And the next time the neighbor knocks on your door or asks to borrow something, you need to stand up for yourself and address it in no uncertain terms:

"Neighbor, in the last three times you have been here, you have disrespected me on all three occasions, telling me to '**** off' and 'shut up.' This is unacceptable behavior, and I will not tolerate disrespect, especially not in my own home and on my own property. Until you grow up and learn to treat me with respect and common human decency, you are not welcome in my home, nor are you welcome to borrow our truck or socialize with my husband."


----------



## ABHale (Jan 3, 2016)

Just so you know. No man is going to press charges after doing something like that and getting hit.
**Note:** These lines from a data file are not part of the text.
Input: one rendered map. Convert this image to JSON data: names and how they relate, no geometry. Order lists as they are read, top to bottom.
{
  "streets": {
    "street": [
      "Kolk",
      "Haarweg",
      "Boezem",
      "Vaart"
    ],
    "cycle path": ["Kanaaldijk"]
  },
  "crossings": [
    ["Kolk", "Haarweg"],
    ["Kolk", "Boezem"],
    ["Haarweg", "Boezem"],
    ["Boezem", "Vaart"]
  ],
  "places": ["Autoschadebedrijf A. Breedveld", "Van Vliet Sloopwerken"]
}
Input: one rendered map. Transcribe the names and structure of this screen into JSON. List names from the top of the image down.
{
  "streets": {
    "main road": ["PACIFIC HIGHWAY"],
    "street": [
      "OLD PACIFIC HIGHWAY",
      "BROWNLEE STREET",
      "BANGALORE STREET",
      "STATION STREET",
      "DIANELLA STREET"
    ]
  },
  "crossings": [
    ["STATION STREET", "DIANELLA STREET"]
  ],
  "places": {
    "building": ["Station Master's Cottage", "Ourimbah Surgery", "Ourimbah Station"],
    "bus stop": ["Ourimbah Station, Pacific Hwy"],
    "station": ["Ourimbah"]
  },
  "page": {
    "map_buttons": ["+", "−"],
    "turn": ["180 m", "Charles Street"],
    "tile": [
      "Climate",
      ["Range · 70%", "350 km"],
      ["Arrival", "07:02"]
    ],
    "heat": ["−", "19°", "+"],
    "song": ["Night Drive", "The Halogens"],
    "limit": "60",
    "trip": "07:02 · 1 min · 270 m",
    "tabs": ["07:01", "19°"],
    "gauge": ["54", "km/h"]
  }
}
You think they are going to stand up in front of a judge and tell him or her what he did to get knocked down.


----------



## manwithnoname (Feb 3, 2017)

I'm thinking the husband either has no balls or thinks the neighbour can kick his ass easily.


----------



## ABHale (Jan 3, 2016)

manwithnoname said:


> I'm thinking the husband either has no balls or thinks the neighbour can kick his ass easily.


Or really doesn't give a damn about his wife.


----------



## flower36 (Sep 15, 2017)

Diana7 said:


> My advice is to stay well away from the neighbour!


Exactly!


----------